**What to produce**
Among the entries that follow, find the lines containing the string "roads" and copy them.
[Start of section]
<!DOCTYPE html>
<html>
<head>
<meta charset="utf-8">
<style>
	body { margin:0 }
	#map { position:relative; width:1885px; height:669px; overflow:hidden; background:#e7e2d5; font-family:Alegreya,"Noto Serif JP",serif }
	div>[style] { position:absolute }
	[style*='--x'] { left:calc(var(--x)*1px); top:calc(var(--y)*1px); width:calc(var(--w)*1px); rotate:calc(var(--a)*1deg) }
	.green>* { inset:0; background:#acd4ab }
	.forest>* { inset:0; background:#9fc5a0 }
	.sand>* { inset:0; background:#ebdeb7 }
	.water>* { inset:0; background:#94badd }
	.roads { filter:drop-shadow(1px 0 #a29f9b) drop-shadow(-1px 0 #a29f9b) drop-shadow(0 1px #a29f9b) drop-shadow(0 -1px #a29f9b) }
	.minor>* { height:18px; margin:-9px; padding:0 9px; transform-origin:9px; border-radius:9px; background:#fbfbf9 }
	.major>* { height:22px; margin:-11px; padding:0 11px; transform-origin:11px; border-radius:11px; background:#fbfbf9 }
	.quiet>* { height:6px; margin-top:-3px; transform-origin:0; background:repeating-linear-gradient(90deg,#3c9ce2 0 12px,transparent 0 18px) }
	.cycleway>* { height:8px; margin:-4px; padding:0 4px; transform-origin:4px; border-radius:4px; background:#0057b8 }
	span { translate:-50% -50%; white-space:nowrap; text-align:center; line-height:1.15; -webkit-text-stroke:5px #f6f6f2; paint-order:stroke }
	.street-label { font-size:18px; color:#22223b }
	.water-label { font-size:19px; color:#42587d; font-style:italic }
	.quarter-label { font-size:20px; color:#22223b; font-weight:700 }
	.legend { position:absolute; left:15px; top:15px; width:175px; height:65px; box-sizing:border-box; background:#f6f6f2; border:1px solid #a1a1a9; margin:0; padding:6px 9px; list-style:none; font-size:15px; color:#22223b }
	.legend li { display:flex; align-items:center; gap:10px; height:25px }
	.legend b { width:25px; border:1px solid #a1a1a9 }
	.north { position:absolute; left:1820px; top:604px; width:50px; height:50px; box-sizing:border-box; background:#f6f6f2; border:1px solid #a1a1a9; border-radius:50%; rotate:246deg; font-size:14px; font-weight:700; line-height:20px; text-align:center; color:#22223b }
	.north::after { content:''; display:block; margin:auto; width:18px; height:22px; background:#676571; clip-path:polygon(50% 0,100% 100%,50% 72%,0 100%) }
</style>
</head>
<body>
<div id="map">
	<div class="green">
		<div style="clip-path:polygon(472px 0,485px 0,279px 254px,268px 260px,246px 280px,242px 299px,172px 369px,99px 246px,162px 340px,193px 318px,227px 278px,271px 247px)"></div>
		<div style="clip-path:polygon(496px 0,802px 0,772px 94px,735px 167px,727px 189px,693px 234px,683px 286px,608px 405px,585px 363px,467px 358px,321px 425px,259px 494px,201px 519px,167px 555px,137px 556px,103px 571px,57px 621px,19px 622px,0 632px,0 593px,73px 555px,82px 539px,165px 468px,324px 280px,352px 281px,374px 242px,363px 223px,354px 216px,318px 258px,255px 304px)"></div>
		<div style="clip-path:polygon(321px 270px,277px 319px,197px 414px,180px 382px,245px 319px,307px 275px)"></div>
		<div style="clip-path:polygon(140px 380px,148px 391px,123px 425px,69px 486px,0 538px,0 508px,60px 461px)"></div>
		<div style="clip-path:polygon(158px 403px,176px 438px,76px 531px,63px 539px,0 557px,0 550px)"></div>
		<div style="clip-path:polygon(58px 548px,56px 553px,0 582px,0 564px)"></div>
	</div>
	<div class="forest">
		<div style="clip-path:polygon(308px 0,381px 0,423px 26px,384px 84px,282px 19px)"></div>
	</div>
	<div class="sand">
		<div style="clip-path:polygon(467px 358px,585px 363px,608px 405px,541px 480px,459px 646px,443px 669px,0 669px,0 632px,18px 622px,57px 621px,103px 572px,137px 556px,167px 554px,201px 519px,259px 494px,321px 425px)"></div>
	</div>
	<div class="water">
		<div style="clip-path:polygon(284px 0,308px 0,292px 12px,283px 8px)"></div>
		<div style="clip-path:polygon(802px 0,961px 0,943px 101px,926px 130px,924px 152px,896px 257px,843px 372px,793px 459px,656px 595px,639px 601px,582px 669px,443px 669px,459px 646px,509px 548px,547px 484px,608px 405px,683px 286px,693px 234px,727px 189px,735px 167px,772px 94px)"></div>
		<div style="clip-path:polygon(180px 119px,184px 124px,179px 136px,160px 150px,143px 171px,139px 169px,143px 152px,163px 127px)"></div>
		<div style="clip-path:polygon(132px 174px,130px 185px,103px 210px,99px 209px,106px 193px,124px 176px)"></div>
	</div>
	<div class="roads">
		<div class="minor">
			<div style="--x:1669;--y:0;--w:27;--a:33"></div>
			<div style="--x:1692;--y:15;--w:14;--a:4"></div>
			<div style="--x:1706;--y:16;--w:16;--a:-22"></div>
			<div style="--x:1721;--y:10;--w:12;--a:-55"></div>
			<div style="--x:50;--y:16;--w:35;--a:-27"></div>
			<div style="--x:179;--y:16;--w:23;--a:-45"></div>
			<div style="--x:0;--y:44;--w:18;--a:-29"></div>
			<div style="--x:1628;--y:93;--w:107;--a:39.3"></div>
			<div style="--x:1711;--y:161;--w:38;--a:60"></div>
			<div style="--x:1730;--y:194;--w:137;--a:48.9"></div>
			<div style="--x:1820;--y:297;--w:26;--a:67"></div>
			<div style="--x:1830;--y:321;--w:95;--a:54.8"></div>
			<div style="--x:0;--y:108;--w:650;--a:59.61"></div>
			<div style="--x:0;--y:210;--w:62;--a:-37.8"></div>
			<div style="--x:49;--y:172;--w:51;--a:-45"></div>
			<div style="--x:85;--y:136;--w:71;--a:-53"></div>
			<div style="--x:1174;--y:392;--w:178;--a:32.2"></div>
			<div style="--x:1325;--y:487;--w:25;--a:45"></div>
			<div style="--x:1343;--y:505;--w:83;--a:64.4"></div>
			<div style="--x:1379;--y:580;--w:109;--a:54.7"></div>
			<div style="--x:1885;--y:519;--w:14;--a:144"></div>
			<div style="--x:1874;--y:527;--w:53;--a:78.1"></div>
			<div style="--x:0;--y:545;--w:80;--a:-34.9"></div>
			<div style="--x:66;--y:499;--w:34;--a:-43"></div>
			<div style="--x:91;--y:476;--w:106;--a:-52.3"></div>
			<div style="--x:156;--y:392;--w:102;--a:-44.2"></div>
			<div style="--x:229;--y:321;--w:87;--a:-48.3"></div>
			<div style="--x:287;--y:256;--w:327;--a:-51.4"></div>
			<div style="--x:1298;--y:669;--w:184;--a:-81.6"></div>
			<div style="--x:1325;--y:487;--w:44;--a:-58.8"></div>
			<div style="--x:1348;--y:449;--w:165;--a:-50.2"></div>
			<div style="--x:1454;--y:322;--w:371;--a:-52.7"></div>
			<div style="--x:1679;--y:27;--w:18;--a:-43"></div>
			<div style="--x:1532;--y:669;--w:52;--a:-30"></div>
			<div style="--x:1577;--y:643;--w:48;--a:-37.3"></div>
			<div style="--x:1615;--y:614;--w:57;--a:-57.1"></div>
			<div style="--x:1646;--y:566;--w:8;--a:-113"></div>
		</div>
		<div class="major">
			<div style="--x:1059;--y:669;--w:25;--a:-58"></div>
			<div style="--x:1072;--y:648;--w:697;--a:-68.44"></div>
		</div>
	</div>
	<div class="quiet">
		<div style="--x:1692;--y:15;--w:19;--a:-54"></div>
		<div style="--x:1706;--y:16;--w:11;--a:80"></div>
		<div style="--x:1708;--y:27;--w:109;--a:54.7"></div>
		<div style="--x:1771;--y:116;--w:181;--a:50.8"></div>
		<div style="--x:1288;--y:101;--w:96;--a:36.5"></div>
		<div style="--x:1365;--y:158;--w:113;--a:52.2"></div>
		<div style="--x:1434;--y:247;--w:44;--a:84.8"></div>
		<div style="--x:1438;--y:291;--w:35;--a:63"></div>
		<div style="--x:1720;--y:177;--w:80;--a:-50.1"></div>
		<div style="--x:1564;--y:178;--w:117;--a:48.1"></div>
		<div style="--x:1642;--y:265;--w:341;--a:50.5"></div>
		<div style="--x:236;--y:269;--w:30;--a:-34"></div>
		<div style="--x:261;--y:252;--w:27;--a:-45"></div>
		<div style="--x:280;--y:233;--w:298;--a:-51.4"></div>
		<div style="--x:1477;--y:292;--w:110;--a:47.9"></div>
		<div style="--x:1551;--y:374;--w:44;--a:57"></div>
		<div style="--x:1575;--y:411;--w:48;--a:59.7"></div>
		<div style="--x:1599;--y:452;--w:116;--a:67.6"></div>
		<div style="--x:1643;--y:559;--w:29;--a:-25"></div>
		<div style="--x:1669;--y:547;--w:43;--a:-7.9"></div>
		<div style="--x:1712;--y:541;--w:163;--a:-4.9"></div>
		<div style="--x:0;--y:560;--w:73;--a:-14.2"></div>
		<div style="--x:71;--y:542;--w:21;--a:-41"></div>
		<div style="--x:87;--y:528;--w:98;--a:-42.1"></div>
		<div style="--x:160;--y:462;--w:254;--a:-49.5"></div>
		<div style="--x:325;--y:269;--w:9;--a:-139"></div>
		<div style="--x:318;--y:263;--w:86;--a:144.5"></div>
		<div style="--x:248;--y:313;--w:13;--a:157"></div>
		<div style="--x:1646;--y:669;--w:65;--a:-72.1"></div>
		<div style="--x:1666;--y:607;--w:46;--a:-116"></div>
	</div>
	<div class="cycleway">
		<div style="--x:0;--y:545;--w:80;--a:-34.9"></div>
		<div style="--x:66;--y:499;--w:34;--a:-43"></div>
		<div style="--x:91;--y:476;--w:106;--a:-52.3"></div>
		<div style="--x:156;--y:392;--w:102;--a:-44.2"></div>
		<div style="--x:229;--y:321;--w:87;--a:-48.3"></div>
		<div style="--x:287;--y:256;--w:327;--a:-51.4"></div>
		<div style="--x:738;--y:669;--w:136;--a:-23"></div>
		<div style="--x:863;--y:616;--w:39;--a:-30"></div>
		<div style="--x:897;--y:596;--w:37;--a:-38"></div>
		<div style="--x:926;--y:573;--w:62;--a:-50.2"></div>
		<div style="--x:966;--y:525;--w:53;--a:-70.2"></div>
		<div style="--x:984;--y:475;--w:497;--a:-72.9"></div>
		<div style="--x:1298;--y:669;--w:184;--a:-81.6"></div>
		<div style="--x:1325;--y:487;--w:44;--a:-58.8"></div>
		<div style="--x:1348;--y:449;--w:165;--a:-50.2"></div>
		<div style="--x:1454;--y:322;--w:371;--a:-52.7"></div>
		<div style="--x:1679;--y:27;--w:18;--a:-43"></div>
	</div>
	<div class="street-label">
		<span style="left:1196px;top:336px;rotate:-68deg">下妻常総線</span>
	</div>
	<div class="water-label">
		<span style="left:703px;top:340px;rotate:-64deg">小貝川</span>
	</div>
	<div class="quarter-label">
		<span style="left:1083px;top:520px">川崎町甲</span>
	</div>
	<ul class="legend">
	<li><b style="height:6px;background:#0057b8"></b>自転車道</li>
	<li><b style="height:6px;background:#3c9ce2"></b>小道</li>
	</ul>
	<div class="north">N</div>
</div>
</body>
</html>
[End of section]
**Expected output**
	.roads { filter:drop-shadow(1px 0 #a29f9b) drop-shadow(-1px 0 #a29f9b) drop-shadow(0 1px #a29f9b) drop-shadow(0 -1px #a29f9b) }
	<div class="roads">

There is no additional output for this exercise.